Family meals are very important to all members of a family - Photo: TU TRUNG
Vietnamese family meals are imbued with traditional Eastern culture.
Therefore, according to reader Thach Bich Ngoc, the invitation before the meal needs to be maintained and preserved.
Below is this reader's share.
An invitation is better than a feast
Invitations before each meal are not only in Vietnamese family meals, but it is also considered an indispensable cultural activity before every party.
In some countries around the world such as Japan, Korea, Türkiye, France... this is especially important.
Greetings and kind words before meals are indispensable to express appreciation for food as well as concern for everyone at the meal.

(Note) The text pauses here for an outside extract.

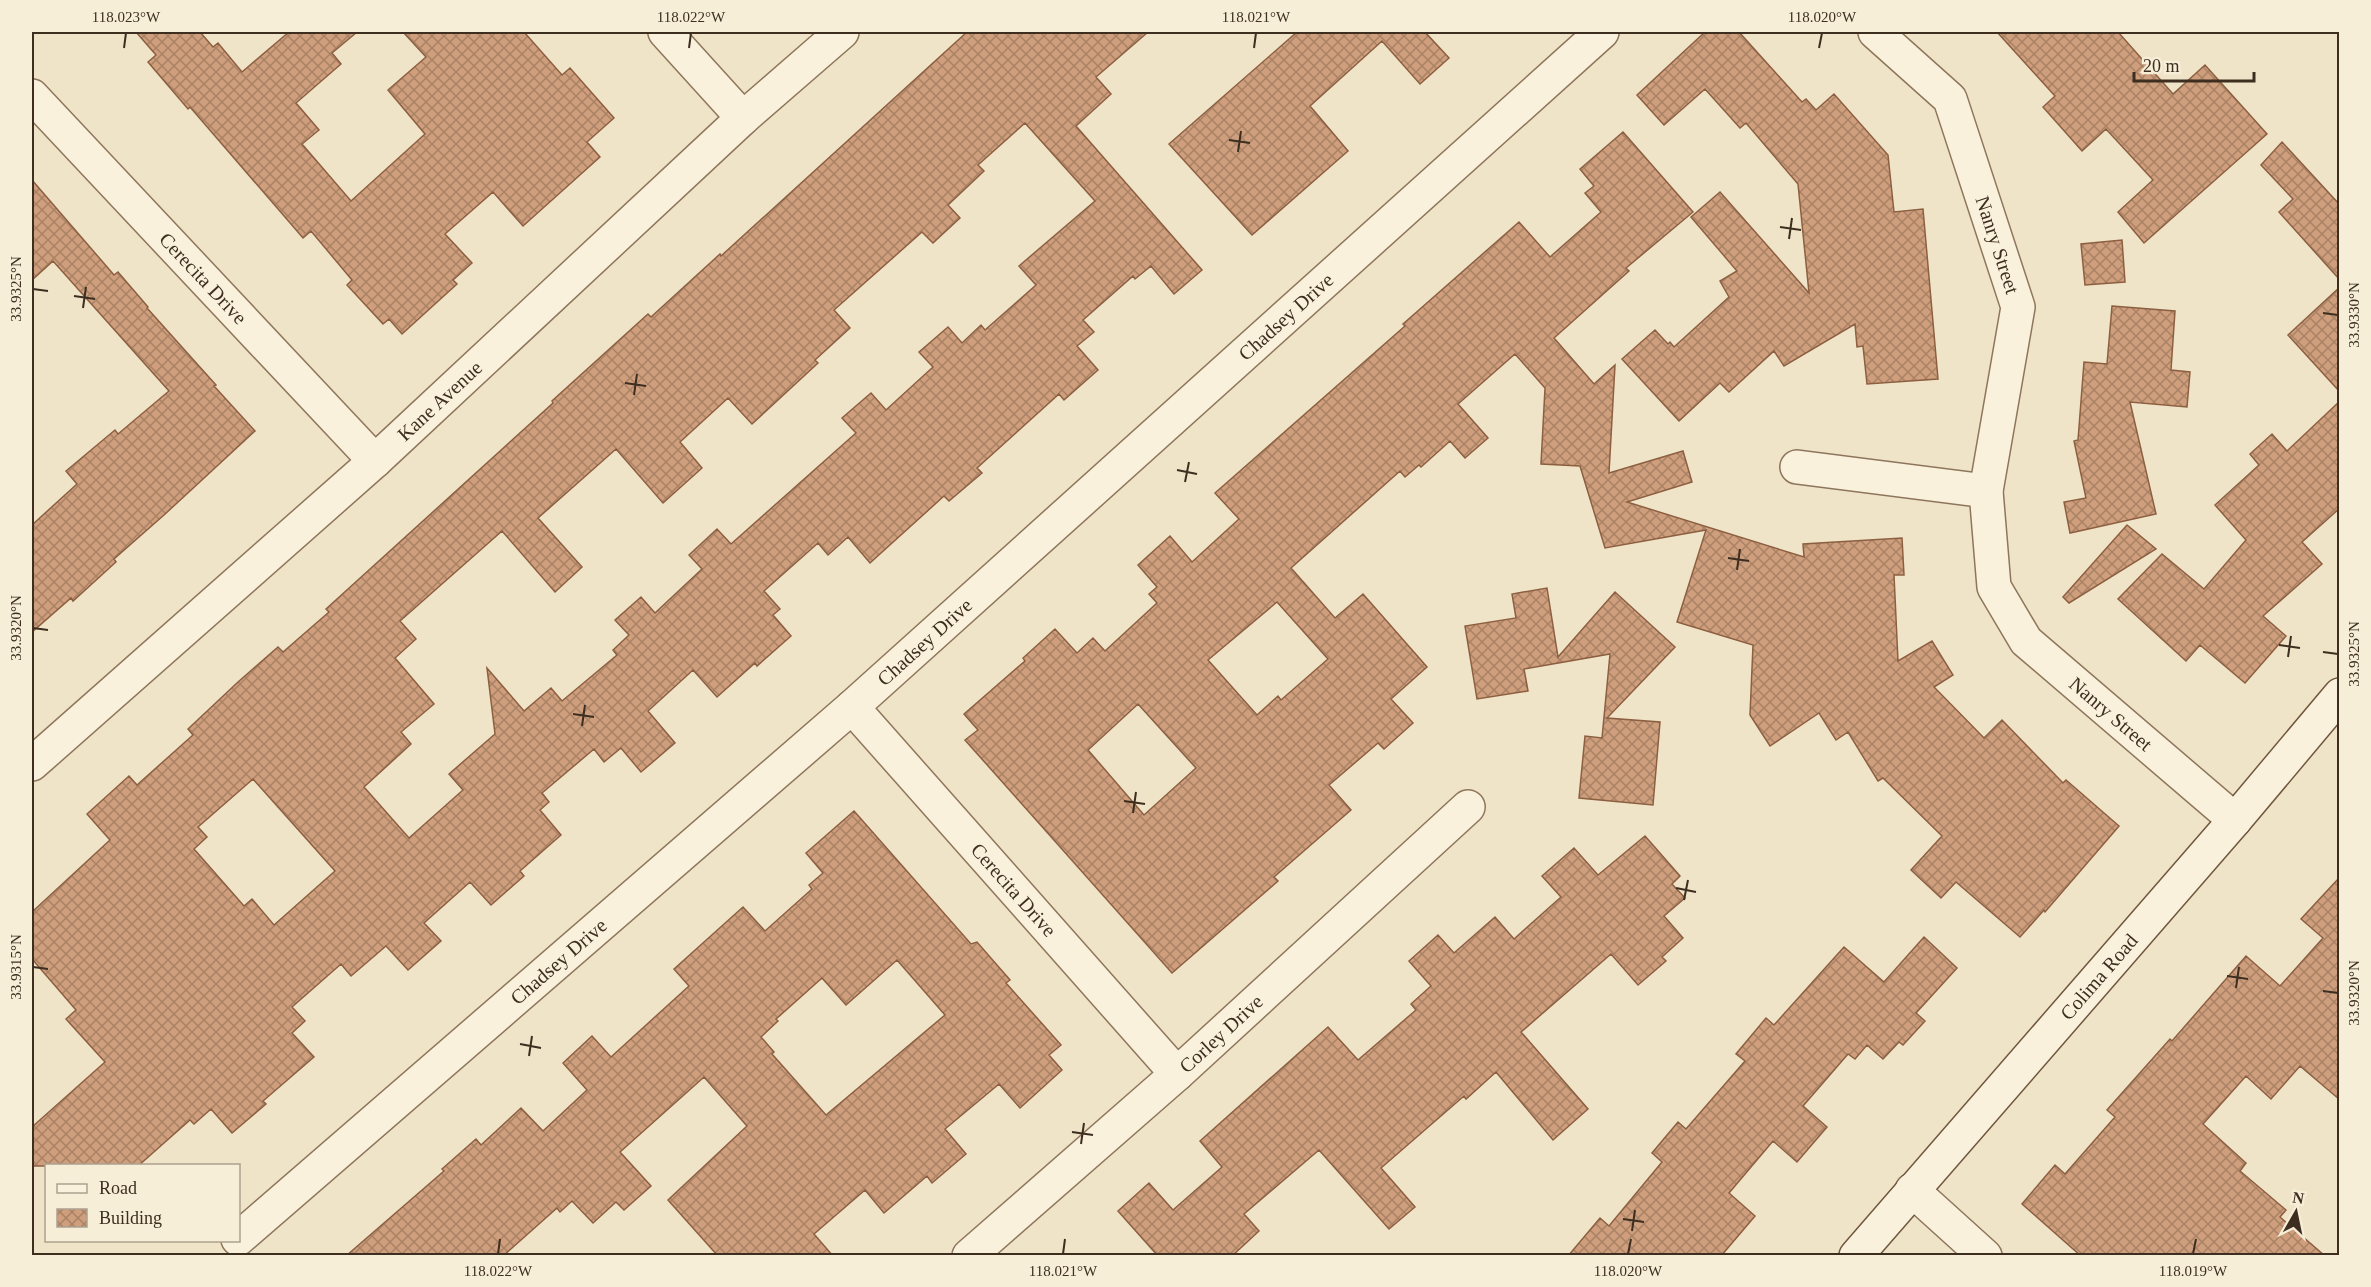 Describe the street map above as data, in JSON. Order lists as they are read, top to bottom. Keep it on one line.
{"streets":{"street":["Nanry Street","Cerecita Drive","Chadsey Drive","Kane Avenue","Colima Road","Corley Drive"]},"crossings":[["Nanry Street","Colima Road"],["Cerecita Drive","Chadsey Drive"],["Cerecita Drive","Kane Avenue"],["Cerecita Drive","Corley Drive"]],"legend":["Road","Building"],"scale_bar":"20 m","north":"top","coordinates":["118.023°W","118.022°W","118.021°W","118.020°W","33.9325°N","33.9330°N","33.9320°N","33.9315°N","118.019°W"]}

In our country since ancient times, regardless of urban or rural, mountainous or lowland, rich or poor, inviting people to eat before each meal has always been considered an almost mandatory habit for everyone in the family.
That is why there is a saying: "A greeting is more important than a feast" as a courtesy. It emphasizes the importance of greeting and respectful behavior towards each other more than enjoying a meal.
When an elder, parent, or grandparent visits home, a warm welcome and polite greetings will bring happiness that cannot be compared to any delicious food on the dining table.
Children are born, when they can just babble, they are taught by their parents, grandparents, or older siblings to invite each meal, something like: "I invite my grandparents to eat, I invite my parents to eat, I invite my older siblings to eat...".
If any child is too hungry and eats too quickly before each meal and forgets to invite family members, he will definitely be "scolded" by his grandparents, parents or siblings, reminded to remember next time and absolutely not forget.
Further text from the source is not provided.